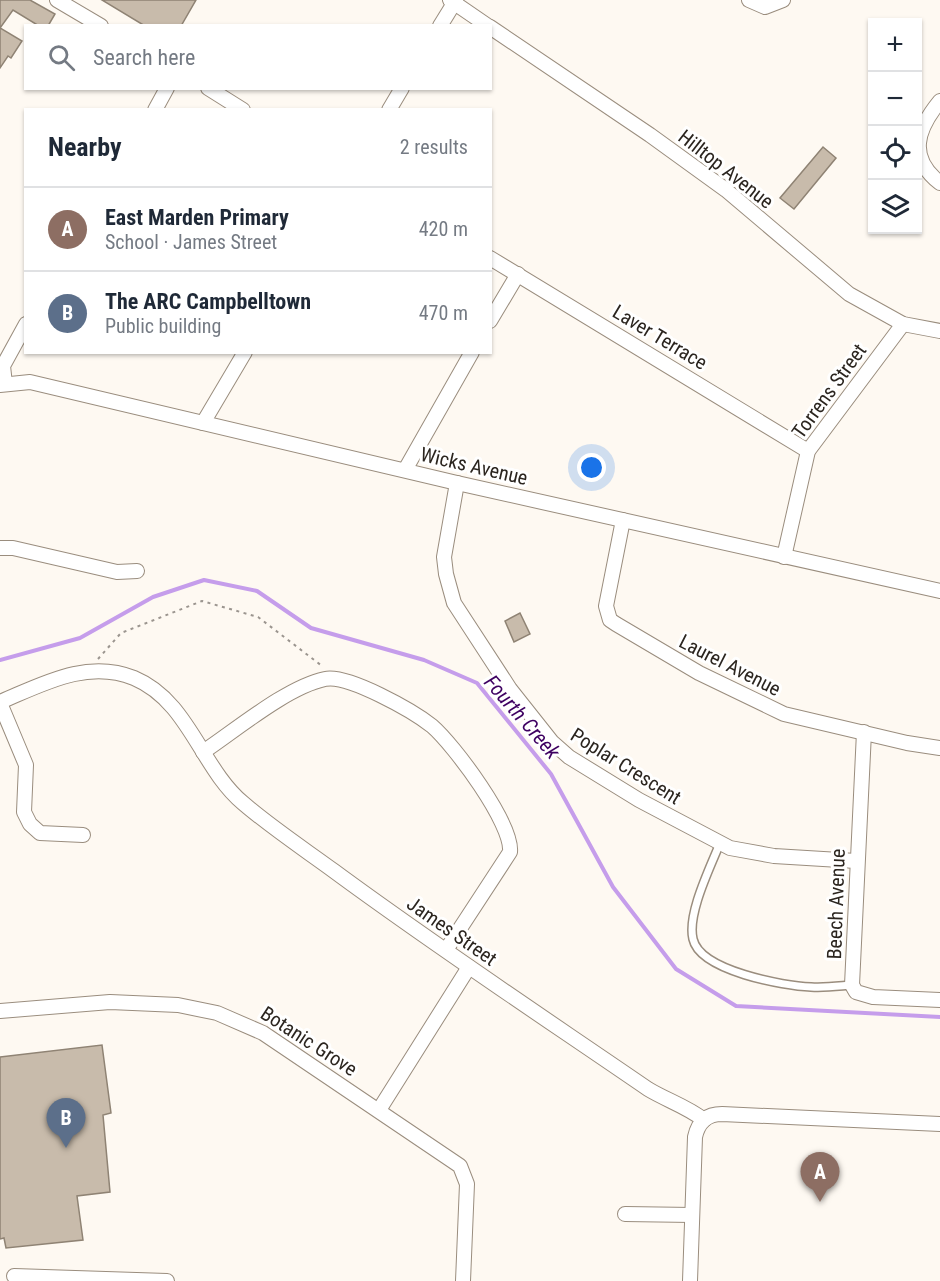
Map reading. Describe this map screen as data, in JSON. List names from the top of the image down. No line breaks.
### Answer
{"streets":{"street":["Hilltop Avenue","Laver Terrace","Torrens Street","Wicks Avenue","Laurel Avenue","Poplar Crescent","Beech Avenue","James Street","Botanic Grove"]},"crossings":[["Hilltop Avenue","Torrens Street"],["Laver Terrace","Torrens Street"],["Torrens Street","Wicks Avenue"],["Wicks Avenue","Laurel Avenue"],["Wicks Avenue","Poplar Crescent"],["Laurel Avenue","Beech Avenue"],["Poplar Crescent","Beech Avenue"]],"water":["Fourth Creek"],"page":{"map_buttons":["+","−"],"search":"Search here","heading":["Nearby","2 results"],"list":[{"mark":"A","name":"East Marden Primary","note":"School · James Street","value":"420 m"},{"mark":"B","name":"The ARC Campbelltown","note":"Public building","value":"470 m"}],"pins":["B","A"]}}
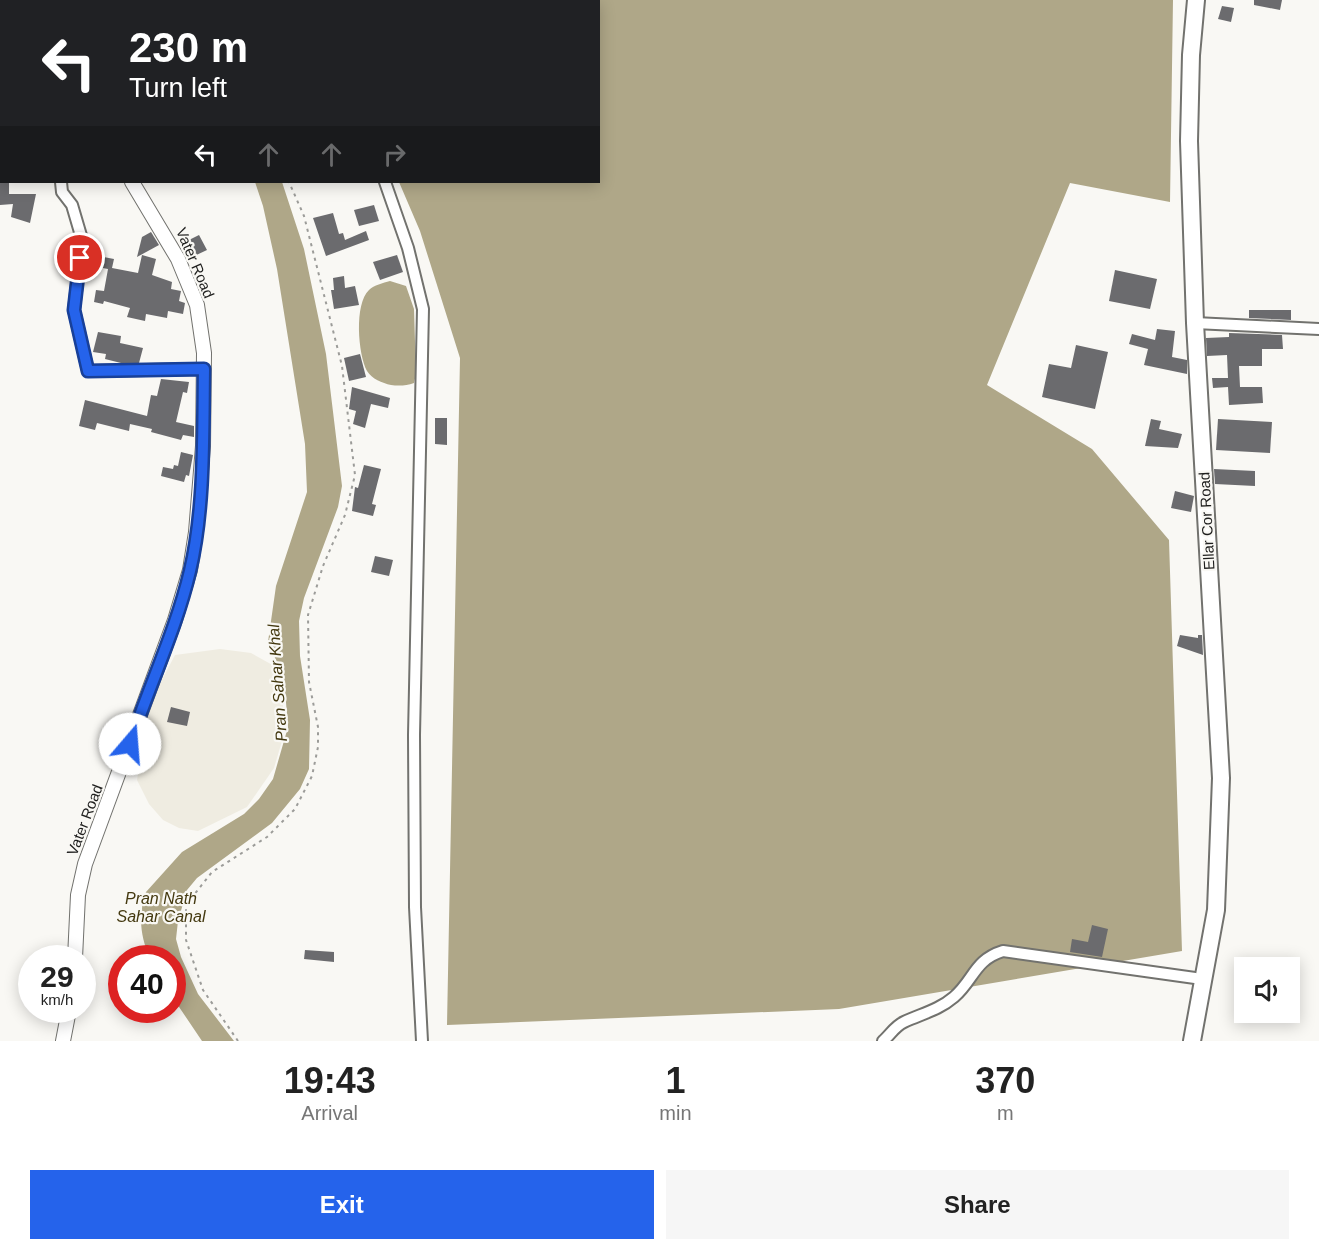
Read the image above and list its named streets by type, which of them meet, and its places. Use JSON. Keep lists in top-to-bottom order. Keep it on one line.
{"streets":{"main road":["Ellar Cor Road"],"street":["Vater Road"]},"water":["Pran Sahar Khal","Pran Nath Sahar Canal"],"page":{"turn":["230 m","Turn left"],"speed":"29 km/h","limit":"40","eta":["19:43","Arrival","1","min","370","m"],"buttons":["Exit","Share"]}}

**What the exercise asks**
In your copy of the listing above, every line must match exactly and no picture may appear.

**Expected answer**
Map reading. Describe this map screen as data, in JSON. List names from the top of the image down. No line breaks.
### Answer
{"streets":{"street":["Hilltop Avenue","Laver Terrace","Torrens Street","Wicks Avenue","Laurel Avenue","Poplar Crescent","Beech Avenue","James Street","Botanic Grove"]},"crossings":[["Hilltop Avenue","Torrens Street"],["Laver Terrace","Torrens Street"],["Torrens Street","Wicks Avenue"],["Wicks Avenue","Laurel Avenue"],["Wicks Avenue","Poplar Crescent"],["Laurel Avenue","Beech Avenue"],["Poplar Crescent","Beech Avenue"]],"water":["Fourth Creek"],"page":{"map_buttons":["+","−"],"search":"Search here","heading":["Nearby","2 results"],"list":[{"mark":"A","name":"East Marden Primary","note":"School · James Street","value":"420 m"},{"mark":"B","name":"The ARC Campbelltown","note":"Public building","value":"470 m"}],"pins":["B","A"]}}
Read the image above and list its named streets by type, which of them meet, and its places. Use JSON. Keep lists in top-to-bottom order. Keep it on one line.
{"streets":{"main road":["Ellar Cor Road"],"street":["Vater Road"]},"water":["Pran Sahar Khal","Pran Nath Sahar Canal"],"page":{"turn":["230 m","Turn left"],"speed":"29 km/h","limit":"40","eta":["19:43","Arrival","1","min","370","m"],"buttons":["Exit","Share"]}}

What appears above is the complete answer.